There are greater values than money in life

In the monetised economies of the sort familiar to the World Bank, other values are thin on the ground. In African villages far from the line of road or rail, they are the main medium of exchange. Obligations exist between neighbouring households that are respected as reciprocal social duties in no need of organisational realisation.

Default is so rare in these communities that a network of mutual obligations sustains inter-household transactions. This practice is so deep in rural culture it makes any sort of banking or money lending rare. Inter-personal and inter-household debts are invariably redeemed in kind or by barter. The equivalent of liquidity is social status and reputation.
In some villages, the need for cash is minimal because trading is minimal. The village economy is based on self -reliance, and because households produce what they need from their own resource - food, clothing, shelter, they consume what they produce. This is a recognised practice of subsistence, denoted as OPC (own produce consumed), the opposite of globalisism.

In a study I took part in five years ago, the average cash needs among households in 12 Ugandan villages was a tiny fraction of their total livelihood value. The total could be estimated in money terms by reference to the market values in neighbouring communities, but the villagers appeared to need cash for only about 9 per cent of their total annual consumption.

Here is the original cashless economy based on cultural values, not on money. Is there a model here for modern economies now teetering on the edge of collapse?
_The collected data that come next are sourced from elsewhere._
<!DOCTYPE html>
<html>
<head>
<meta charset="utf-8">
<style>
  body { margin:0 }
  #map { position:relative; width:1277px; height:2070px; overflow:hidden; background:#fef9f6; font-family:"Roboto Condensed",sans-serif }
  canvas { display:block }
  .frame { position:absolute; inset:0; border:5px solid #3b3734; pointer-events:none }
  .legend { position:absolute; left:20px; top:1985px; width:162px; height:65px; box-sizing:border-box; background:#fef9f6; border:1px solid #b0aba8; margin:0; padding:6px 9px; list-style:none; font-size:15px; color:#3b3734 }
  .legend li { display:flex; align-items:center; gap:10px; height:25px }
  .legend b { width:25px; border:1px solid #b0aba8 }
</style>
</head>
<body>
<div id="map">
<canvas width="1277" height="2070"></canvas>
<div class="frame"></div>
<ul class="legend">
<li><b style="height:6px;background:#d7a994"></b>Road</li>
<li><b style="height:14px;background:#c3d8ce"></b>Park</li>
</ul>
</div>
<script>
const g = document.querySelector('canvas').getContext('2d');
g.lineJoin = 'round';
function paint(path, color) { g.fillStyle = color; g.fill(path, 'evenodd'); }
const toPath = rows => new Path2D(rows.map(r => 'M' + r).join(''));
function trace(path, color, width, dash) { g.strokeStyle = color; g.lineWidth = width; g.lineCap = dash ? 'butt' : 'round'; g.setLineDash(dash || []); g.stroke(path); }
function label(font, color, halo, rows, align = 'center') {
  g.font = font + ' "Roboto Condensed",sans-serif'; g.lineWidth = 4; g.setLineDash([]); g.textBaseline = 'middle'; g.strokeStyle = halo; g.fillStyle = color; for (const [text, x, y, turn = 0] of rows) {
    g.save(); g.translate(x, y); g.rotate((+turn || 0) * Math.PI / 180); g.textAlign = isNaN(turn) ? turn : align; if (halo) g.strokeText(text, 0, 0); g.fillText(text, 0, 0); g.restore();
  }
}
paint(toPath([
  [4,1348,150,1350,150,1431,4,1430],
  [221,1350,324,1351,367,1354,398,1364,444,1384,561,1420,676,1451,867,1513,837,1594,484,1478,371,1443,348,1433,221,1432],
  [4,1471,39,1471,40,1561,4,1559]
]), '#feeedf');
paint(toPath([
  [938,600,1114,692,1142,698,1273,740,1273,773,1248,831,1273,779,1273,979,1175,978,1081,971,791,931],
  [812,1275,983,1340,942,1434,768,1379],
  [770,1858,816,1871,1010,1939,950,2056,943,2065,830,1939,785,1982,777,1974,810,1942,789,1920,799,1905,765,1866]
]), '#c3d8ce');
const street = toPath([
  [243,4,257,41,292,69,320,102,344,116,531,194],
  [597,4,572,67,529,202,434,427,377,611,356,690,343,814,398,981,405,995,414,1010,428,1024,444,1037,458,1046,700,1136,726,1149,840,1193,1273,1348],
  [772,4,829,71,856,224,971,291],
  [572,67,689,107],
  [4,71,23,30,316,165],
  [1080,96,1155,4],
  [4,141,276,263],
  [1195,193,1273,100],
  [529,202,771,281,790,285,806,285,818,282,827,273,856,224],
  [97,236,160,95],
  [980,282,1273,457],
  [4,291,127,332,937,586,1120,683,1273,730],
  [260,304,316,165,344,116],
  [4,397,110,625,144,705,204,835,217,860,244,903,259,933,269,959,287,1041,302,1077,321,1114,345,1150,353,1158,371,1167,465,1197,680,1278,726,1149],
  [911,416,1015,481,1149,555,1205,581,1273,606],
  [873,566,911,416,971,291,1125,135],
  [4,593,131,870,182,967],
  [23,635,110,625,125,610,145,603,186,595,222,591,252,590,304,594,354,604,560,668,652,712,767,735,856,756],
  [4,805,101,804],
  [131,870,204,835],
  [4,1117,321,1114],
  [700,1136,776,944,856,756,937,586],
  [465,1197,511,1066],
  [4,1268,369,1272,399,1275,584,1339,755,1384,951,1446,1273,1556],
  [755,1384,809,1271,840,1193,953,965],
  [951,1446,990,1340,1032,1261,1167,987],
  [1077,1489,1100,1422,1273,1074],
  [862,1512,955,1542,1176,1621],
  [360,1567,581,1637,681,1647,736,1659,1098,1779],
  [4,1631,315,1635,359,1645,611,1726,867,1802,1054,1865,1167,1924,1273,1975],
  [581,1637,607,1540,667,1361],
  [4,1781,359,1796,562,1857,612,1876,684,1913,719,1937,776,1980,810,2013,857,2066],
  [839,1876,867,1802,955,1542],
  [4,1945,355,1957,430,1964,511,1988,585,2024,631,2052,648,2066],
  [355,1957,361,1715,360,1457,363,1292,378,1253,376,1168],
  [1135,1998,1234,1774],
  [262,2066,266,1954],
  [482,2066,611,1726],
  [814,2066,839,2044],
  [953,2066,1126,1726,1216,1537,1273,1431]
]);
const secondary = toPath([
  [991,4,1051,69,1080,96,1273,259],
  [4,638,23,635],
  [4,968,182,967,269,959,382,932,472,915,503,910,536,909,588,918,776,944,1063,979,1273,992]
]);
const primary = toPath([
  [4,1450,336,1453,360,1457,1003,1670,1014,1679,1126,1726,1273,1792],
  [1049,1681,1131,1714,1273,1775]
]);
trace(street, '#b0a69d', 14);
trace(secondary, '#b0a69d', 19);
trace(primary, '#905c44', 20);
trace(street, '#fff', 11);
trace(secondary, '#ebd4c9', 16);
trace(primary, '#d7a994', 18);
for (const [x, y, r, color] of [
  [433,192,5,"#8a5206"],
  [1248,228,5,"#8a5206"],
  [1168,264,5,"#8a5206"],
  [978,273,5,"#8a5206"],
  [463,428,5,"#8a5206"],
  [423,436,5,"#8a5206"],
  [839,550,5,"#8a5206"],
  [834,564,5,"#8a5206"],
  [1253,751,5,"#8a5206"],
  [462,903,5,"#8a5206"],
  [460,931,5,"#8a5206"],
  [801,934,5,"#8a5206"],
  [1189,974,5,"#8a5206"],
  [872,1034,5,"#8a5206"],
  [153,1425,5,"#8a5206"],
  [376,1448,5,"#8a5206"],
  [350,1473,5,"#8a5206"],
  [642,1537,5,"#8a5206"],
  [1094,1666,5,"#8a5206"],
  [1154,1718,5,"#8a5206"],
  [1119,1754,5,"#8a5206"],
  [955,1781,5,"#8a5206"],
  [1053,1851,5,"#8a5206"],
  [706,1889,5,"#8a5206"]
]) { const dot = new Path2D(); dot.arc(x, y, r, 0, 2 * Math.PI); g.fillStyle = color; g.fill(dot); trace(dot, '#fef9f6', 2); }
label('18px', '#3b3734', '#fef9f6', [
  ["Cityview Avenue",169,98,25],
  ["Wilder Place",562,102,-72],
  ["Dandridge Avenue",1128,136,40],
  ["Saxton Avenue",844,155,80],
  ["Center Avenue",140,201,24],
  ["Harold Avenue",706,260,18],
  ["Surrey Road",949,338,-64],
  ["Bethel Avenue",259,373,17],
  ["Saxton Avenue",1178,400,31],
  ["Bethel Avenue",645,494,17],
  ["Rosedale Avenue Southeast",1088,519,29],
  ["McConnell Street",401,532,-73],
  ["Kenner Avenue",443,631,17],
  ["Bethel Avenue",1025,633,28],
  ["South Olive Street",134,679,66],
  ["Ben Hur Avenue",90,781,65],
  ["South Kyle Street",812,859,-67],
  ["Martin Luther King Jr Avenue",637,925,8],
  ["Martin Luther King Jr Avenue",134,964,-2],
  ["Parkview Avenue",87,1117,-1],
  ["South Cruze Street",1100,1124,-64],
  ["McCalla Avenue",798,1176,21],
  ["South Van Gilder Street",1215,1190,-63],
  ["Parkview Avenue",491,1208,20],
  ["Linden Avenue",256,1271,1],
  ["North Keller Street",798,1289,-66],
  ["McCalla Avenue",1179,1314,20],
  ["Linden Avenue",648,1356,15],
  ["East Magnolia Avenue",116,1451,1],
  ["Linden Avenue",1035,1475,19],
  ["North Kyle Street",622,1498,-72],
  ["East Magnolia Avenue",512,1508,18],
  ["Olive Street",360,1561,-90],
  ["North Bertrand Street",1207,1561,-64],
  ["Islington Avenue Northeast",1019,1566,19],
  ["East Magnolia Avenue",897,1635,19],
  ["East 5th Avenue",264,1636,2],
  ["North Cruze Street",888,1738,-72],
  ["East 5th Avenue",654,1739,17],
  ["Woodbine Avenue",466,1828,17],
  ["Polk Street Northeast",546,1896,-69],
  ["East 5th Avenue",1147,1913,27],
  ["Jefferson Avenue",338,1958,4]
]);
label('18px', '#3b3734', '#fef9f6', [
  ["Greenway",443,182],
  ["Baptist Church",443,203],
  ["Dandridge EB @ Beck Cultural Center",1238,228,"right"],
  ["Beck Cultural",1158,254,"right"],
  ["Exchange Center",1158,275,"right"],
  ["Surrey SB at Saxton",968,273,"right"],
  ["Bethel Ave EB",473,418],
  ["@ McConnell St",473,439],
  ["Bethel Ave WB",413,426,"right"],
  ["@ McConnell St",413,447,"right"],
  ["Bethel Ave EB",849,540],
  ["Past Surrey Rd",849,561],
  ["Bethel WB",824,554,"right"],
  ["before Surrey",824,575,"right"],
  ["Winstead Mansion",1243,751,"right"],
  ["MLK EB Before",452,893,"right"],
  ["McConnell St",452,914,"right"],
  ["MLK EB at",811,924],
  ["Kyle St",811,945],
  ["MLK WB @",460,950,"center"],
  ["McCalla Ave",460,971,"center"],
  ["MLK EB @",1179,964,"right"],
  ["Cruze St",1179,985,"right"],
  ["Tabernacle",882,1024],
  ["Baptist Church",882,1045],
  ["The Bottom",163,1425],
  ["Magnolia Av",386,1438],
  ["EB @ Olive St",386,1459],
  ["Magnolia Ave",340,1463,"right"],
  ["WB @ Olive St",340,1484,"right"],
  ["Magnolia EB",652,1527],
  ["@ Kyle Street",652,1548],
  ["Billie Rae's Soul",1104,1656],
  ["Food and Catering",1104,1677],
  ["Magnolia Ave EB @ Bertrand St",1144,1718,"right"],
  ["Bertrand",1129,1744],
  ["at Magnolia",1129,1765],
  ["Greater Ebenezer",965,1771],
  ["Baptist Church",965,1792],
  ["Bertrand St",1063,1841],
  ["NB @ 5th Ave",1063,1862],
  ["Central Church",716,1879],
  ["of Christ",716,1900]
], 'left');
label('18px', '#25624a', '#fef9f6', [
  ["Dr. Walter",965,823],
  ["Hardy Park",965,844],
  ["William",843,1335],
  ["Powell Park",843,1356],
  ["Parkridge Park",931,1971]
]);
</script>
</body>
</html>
Can the IMF expand digital exchange, transforming high risk debt into redeemable values? Some high-tech system of identity validation seems feasible, with inevitability loss of personal and corporate freedoms.

It is touching to read World Banker Joseph Stiglitz’s ‘Priorities for Covid 19 Economy’ (Daily Monitor, July 8) asserting ‘There is no economic reason why countries…can’t adopt large sustained recovery programmes that will affirm or move them closer to the societies they claim to be.’

What they claim to want, without altogether losing the convenience of money, are values that have no price: Social and racial justice, environmental care, productive skills, trust. African villages that enjoy social cohesion are scarcely a paradigm for human advance - their development is static, and they are vulnerable to external negatives.

In our study, I was interested mainly in the assets owned by Ugandan villagers -householders own very little, rarely more than 15 items, durable goods, including plastic kitchen bowls bought in or borrowed from distant markets, that augment locally-made wooden vessels. Such minimal demand is met by local supply, and it is effected by trust.

Here is nothing or very little of the Latent Demand typical of urban communities in the fifth to ninth decile of Ugandan income- receivers, comprising items they would love to buy if only they had money.

Uganda’s villages vary in population size and in their ratio of households to available resources water, soil fertility, nature, connectivity, all of which are fundamental to their scale of values, to their relationships, and to their potential for exportable production.

It is there that the human enemies of disease and ignorance have to be confronted, and their economic informality rendered accessible to developmental advance.